The invention claims priority from U.S. Provisional Patent Application No. 60/970,411 entitled FANTASY GAME AND METHOD OF PLAY by Keir Kimble, filed on Sep. 6, 2007, which Provisional Patent Application is hereby incorporated by reference in its entirety.


Fantasy sports games have become ubiquitous in today's society. Leagues associated with such fantasy games form in bars, the workplace, neighborhoods, and schools. Typically, the games center on a professional sport, such as football, and attain a good portion of their popularity from the established popularity of the sport on which the game is based. Participants within individual leagues gather prior to the opening of the sports season and draft teams of players. The participants then manage their team, selecting which players to play and which ones to leave inactive. Points are generated based on each player's performance.

Most professional sports attain a significant number of their players through a draft. For example the National Football League holds its draft of NCAA football players each Spring. This particular draft has become wildly popular over the year's. USA Today.com found that ESPN's coverage of the 2006 draft attracted over thirty six million viewers. To some, the NFL draft has become as important as the Super Bowl.


This Summary is provided to introduce a selection of concepts in a simplified form that are further described below in the Detailed Description. This Summary, and the foregoing Background, is not intended to identify key aspects or essential aspects of the claimed subject matter. Moreover, this Summary is not intended for use as an aid in determining the scope of the claimed subject matter.

A fantasy game and method of play are presented that are centered on a sports draft. Game participants predict the selection order of available players prior to the draft. Points are awarded according to the correctness of the game participant's predictions. Points may be awarded for inexact predictions that fail within predetermined groupings within rounds of the subject draft. Tie breaking selections may be incorporated within the game. Playoffs may also be incorporated as game participants successfully advance from intra-league play. Automated play is provided that permits real-time reporting and play among the participants while the draft occurs.

These and other aspects of the present system and method will be apparent after consideration of the Detailed Description and Figures herein. It is to be understood, however, that the scope of the invention shall be determined by the claims as issued and not by whether given subject matter addresses any or all issues noted in the Background or includes any features or aspects recited in this Summary.
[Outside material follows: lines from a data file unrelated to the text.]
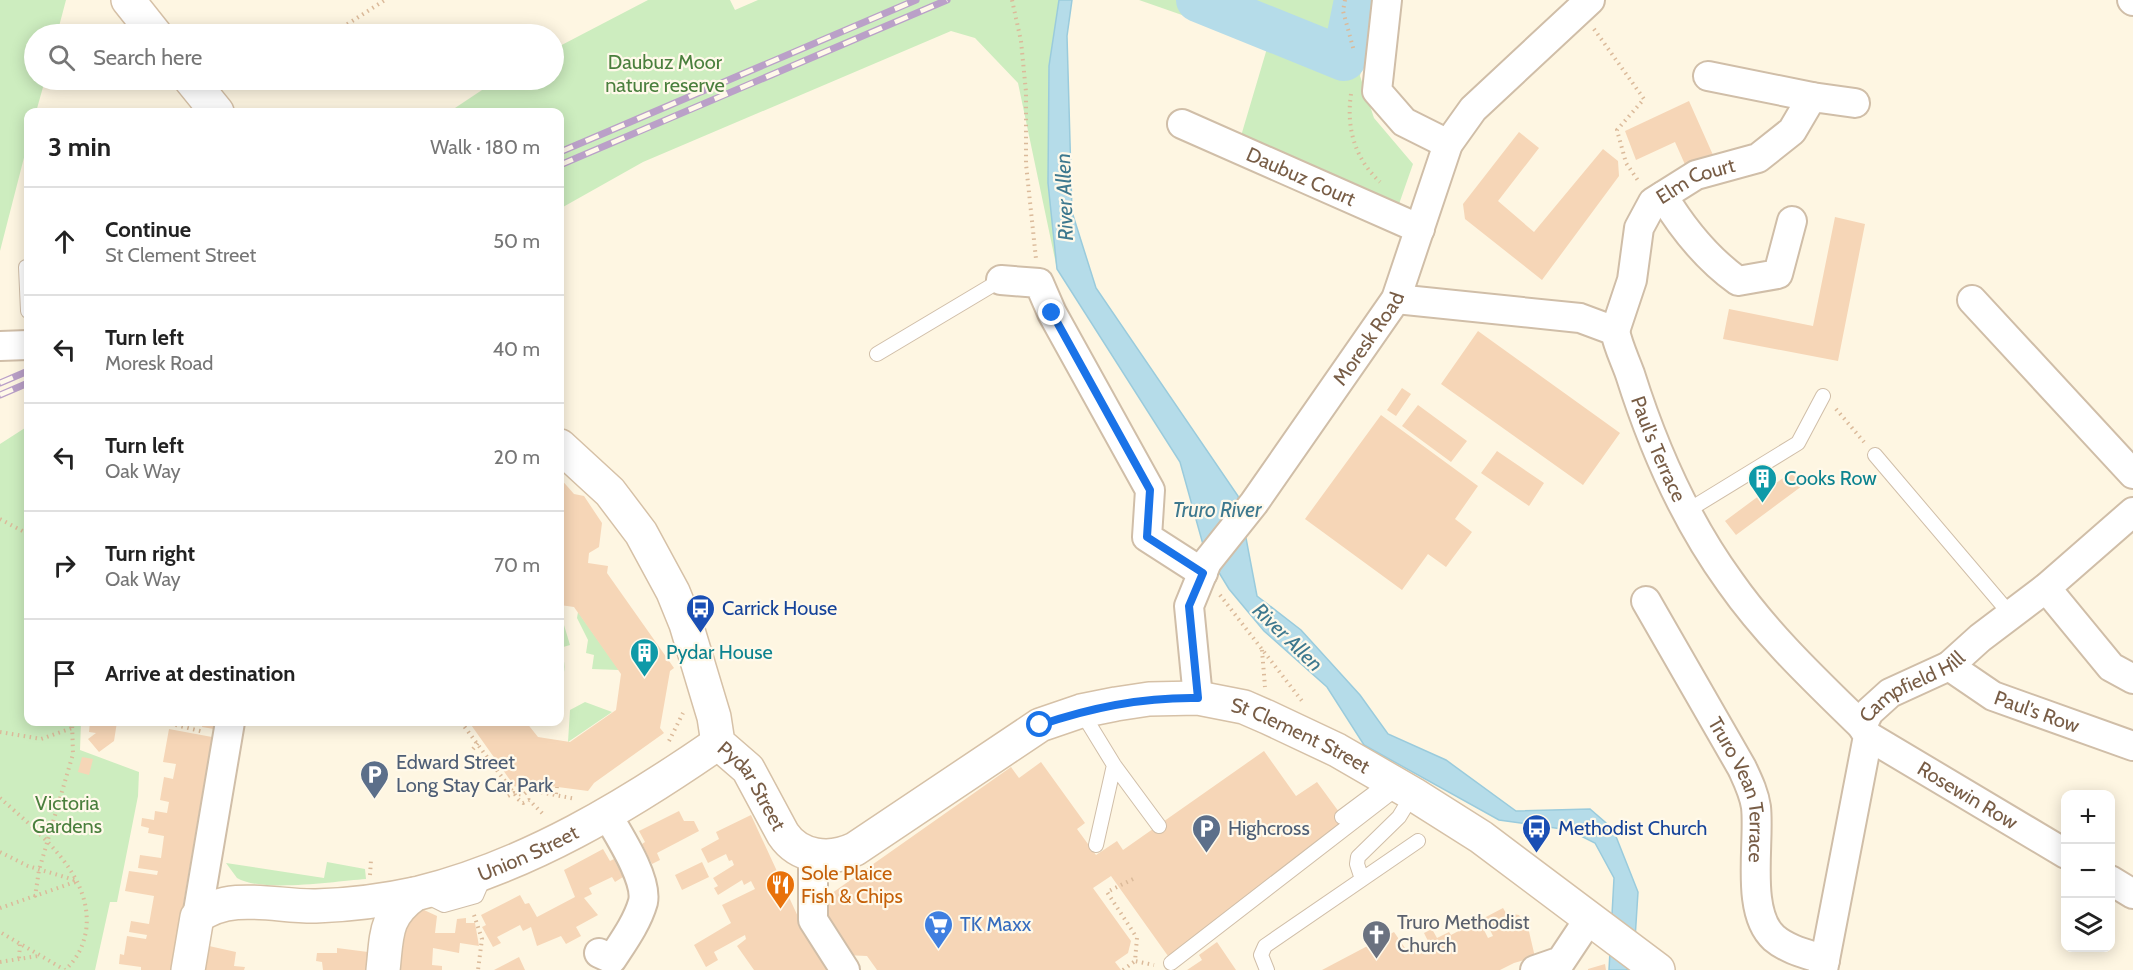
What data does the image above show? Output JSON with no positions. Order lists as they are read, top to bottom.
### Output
{
  "streets": {
    "main road": ["St Clement Street", "Pydar Street", "Union Street"],
    "street": [
      "Daubuz Court",
      "Elm Court",
      "Moresk Road",
      "Paul's Terrace",
      "Campfield Hill",
      "Paul's Row",
      "Truro Vean Terrace",
      "Rosewin Row"
    ]
  },
  "crossings": [
    ["Daubuz Court", "Moresk Road"],
    ["Elm Court", "Paul's Terrace"],
    ["Moresk Road", "St Clement Street"],
    ["Paul's Terrace", "Campfield Hill"],
    ["Paul's Terrace", "Rosewin Row"],
    ["Campfield Hill", "Paul's Row"],
    ["Campfield Hill", "Truro Vean Terrace"],
    ["Campfield Hill", "Rosewin Row"],
    ["St Clement Street", "Pydar Street"],
    ["Pydar Street", "Union Street"]
  ],
  "water": ["River Allen", "Truro River"],
  "parks": ["Daubuz Moor nature reserve", "Victoria Gardens"],
  "places": {
    "building": ["Cooks Row", "Pydar House"],
    "bus stop": ["Carrick House", "Methodist Church"],
    "parking": ["Edward Street Long Stay Car Park", "Highcross"],
    "restaurant": ["Sole Plaice Fish & Chips"],
    "supermarket": ["TK Maxx"],
    "church": ["Truro Methodist Church"]
  },
  "page": {
    "search": "Search here",
    "heading": ["3 min", "Walk · 180 m"],
    "list": [
      ["Continue", "St Clement Street", "50 m"],
      ["Turn left", "Moresk Road", "40 m"],
      ["Turn left", "Oak Way", "20 m"],
      ["Turn right", "Oak Way", "70 m"],
      "Arrive at destination"
    ],
    "map_buttons": ["+", "−"]
  }
}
Non-limiting and non-exhaustive embodiments of the present invention, including the preferred embodiment, are described with reference to the following figures, wherein like reference numerals refer to like parts throughout the various views unless otherwise specified.
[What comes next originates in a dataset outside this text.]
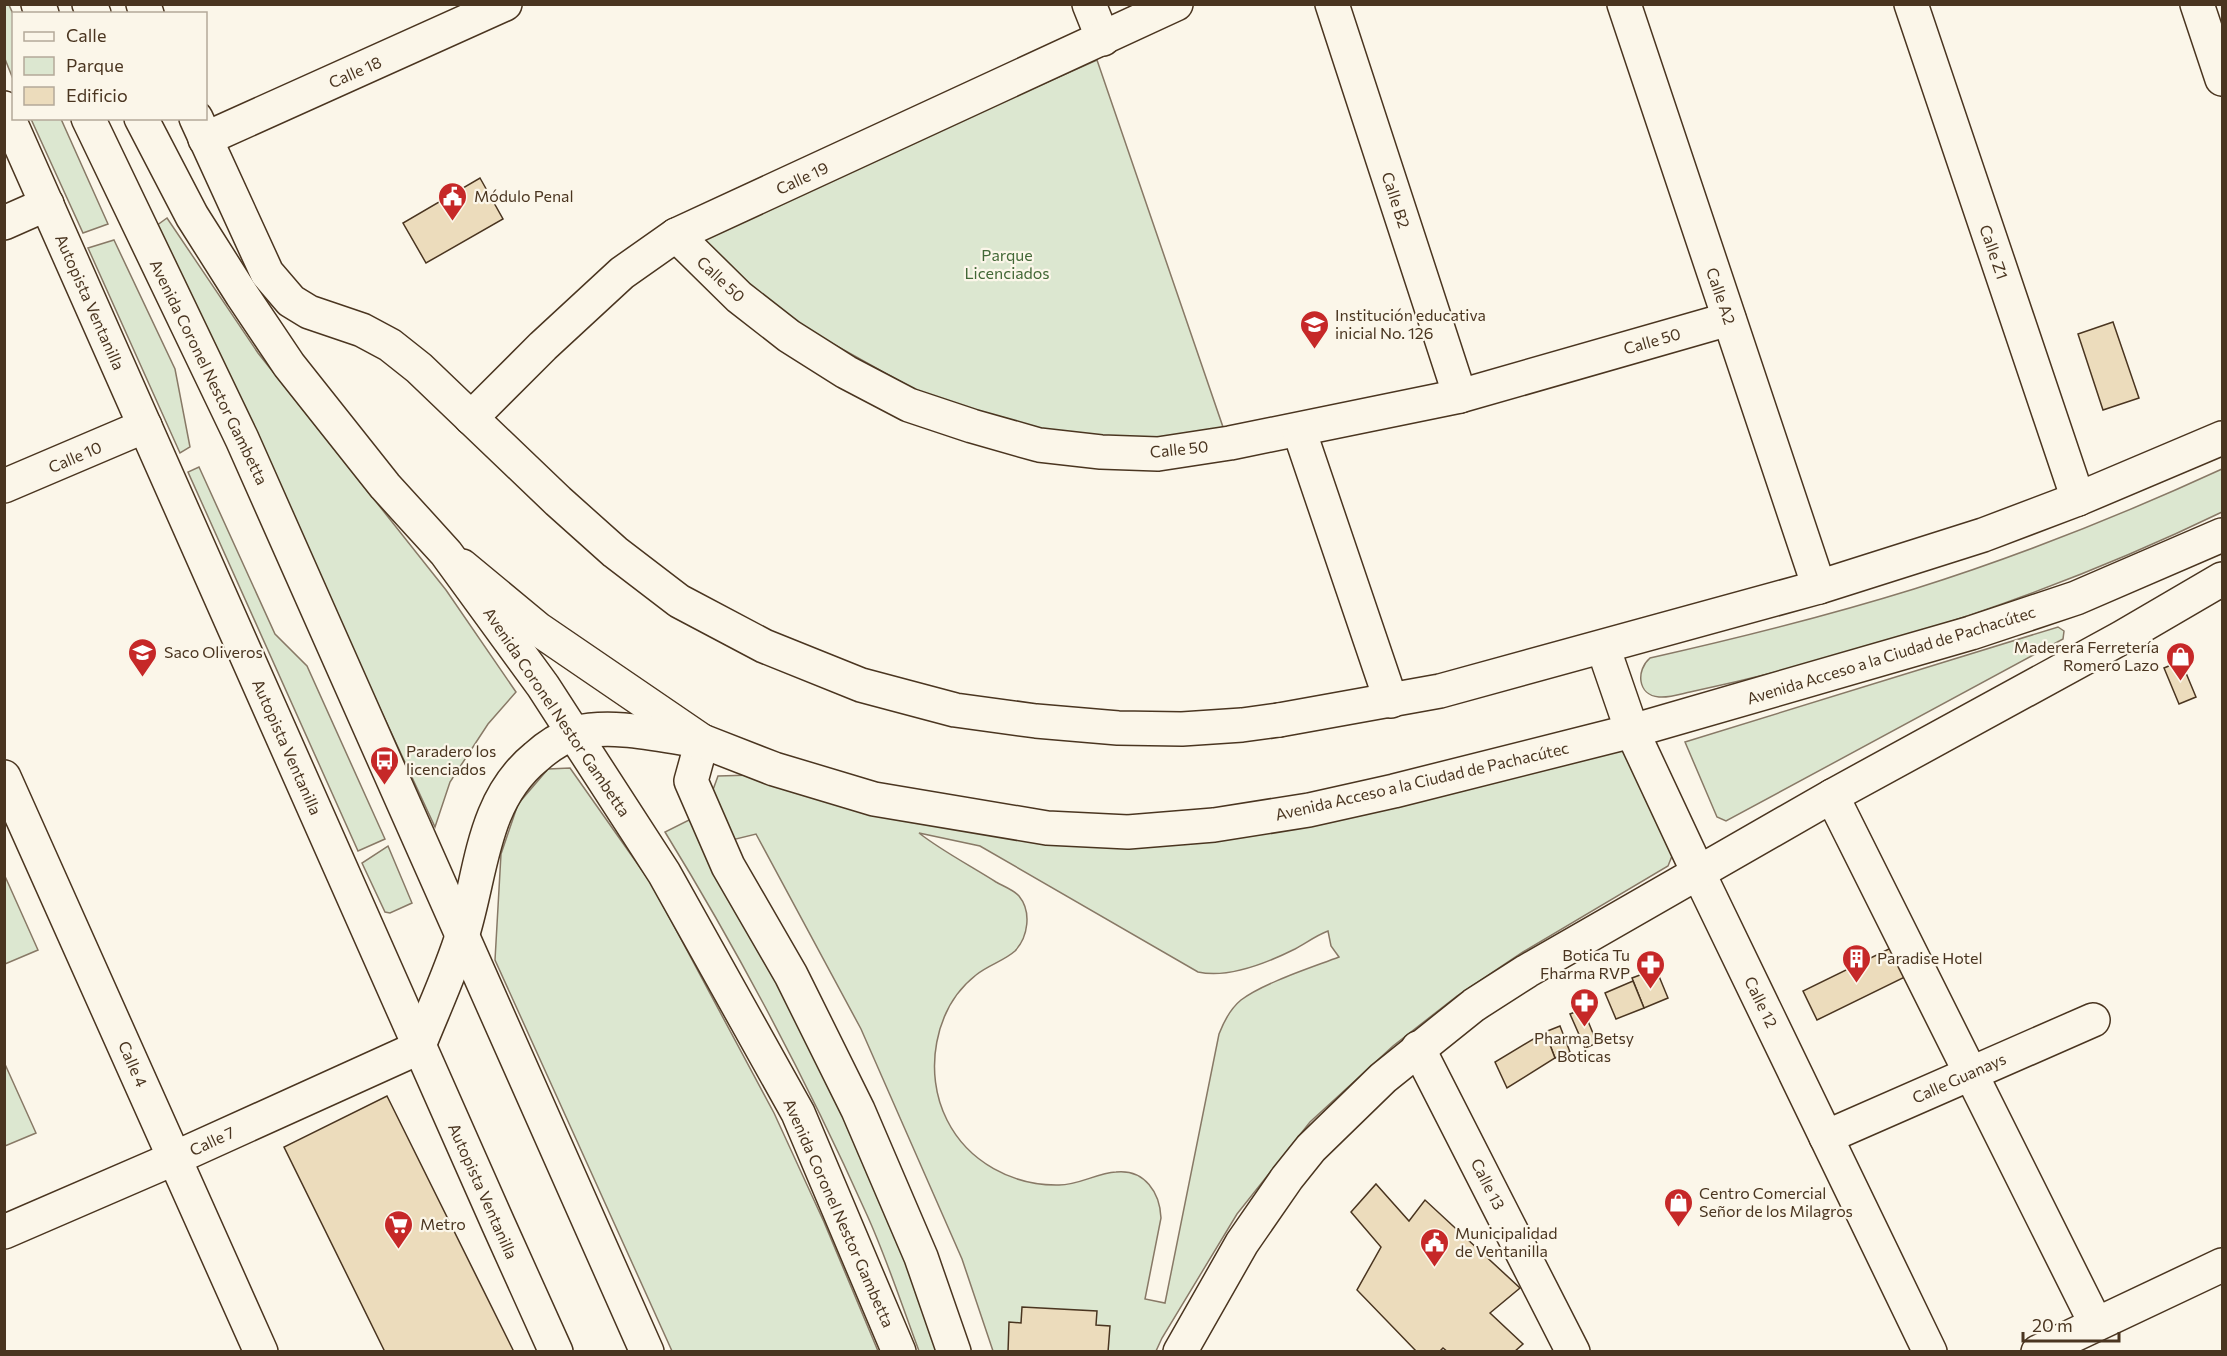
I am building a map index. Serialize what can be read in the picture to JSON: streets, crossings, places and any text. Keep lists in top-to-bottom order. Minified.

FIG. 1 is a functional block diagram of a computing system adapted to implement an embodiment of the draft selection game.

FIG. 2 depicts a system schematic of one contemplated embodiment of a system for at least partially implementing the draft selection game.
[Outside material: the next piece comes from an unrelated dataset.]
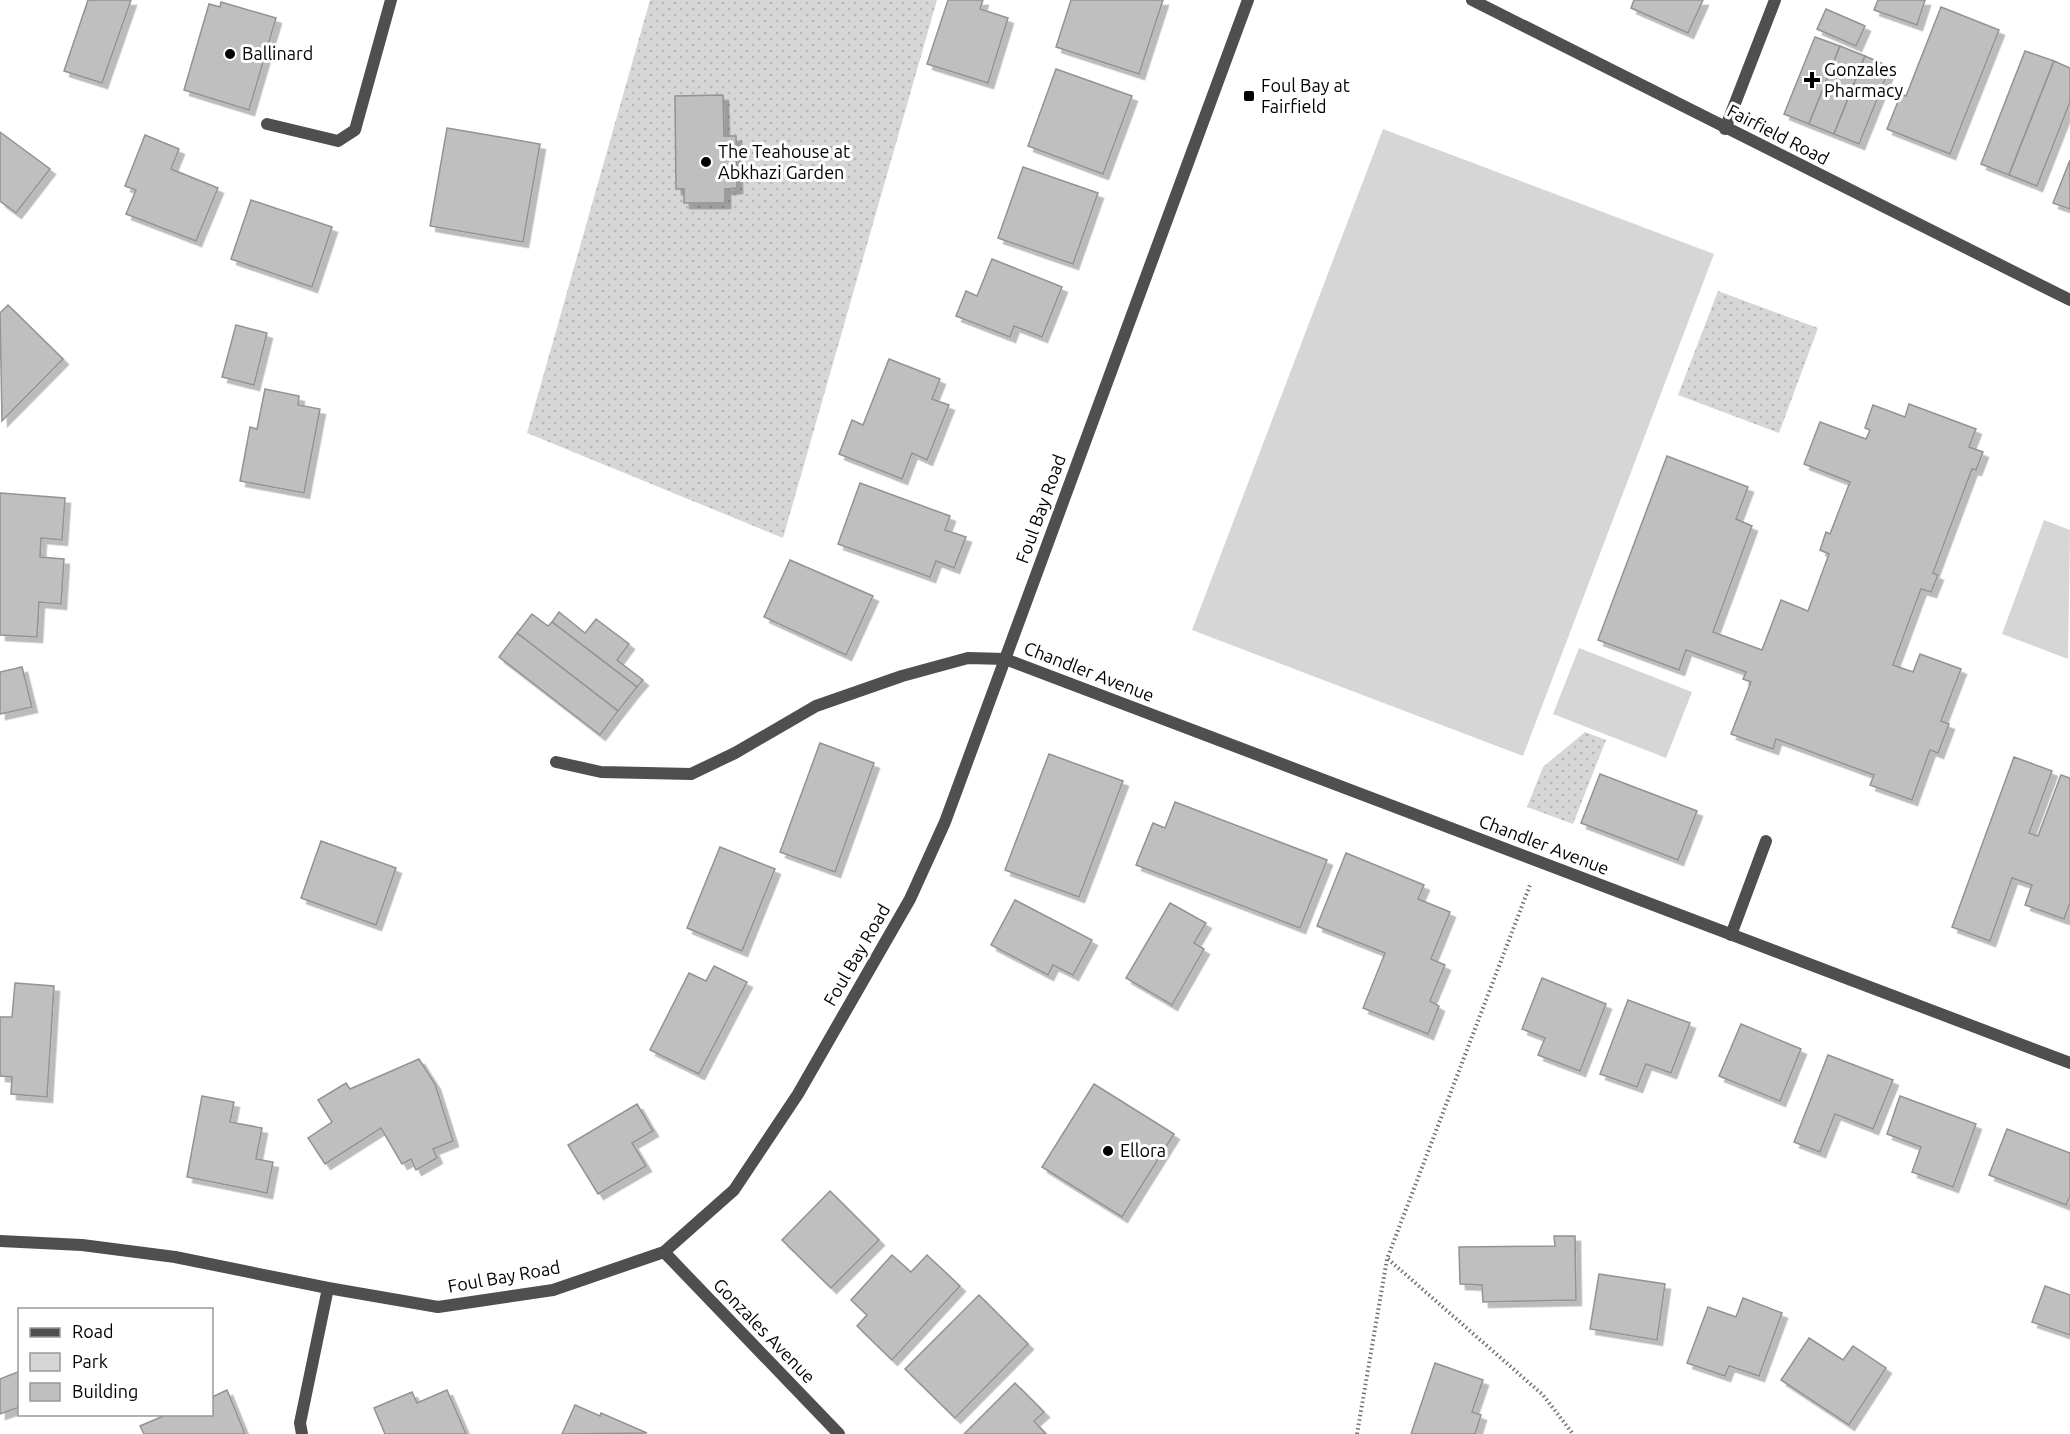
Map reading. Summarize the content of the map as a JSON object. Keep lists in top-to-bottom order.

FIG. 3 depicts an exemplary embodiment of a log-in page that may be used with an embodiment of the draft selection game.

FIG. 4A depicts a portion of an exemplary embodiment of a page that may be used describing a manner of playing an embodiment of the draft selection game.

FIG. 4B depicts another portion of the exemplary embodiment of the page depicted in FIG. 4A.

FIG. 5A depicts an exemplary embodiment of a page that may be used for member registration in one embodiment of the sports draft game.

FIG. 5B depicts another portion of the exemplary embodiment of the page depicted in FIG. 5A.

FIG. 5C depicts another portion of the exemplary embodiment of the page depicted in FIG. 5B.

FIG. 5D depicts another portion of the exemplary embodiment of the page depicted in. FIG. 5C.

FIG. 6 depicts an exemplary embodiment of a portion of an official rules page that may be used with an embodiment of the draft selection game.

FIG. 7 depicts an exemplary embodiment of a page that may be used by individuals in creating, and/or joining leagues in various embodiments of the draft selection game.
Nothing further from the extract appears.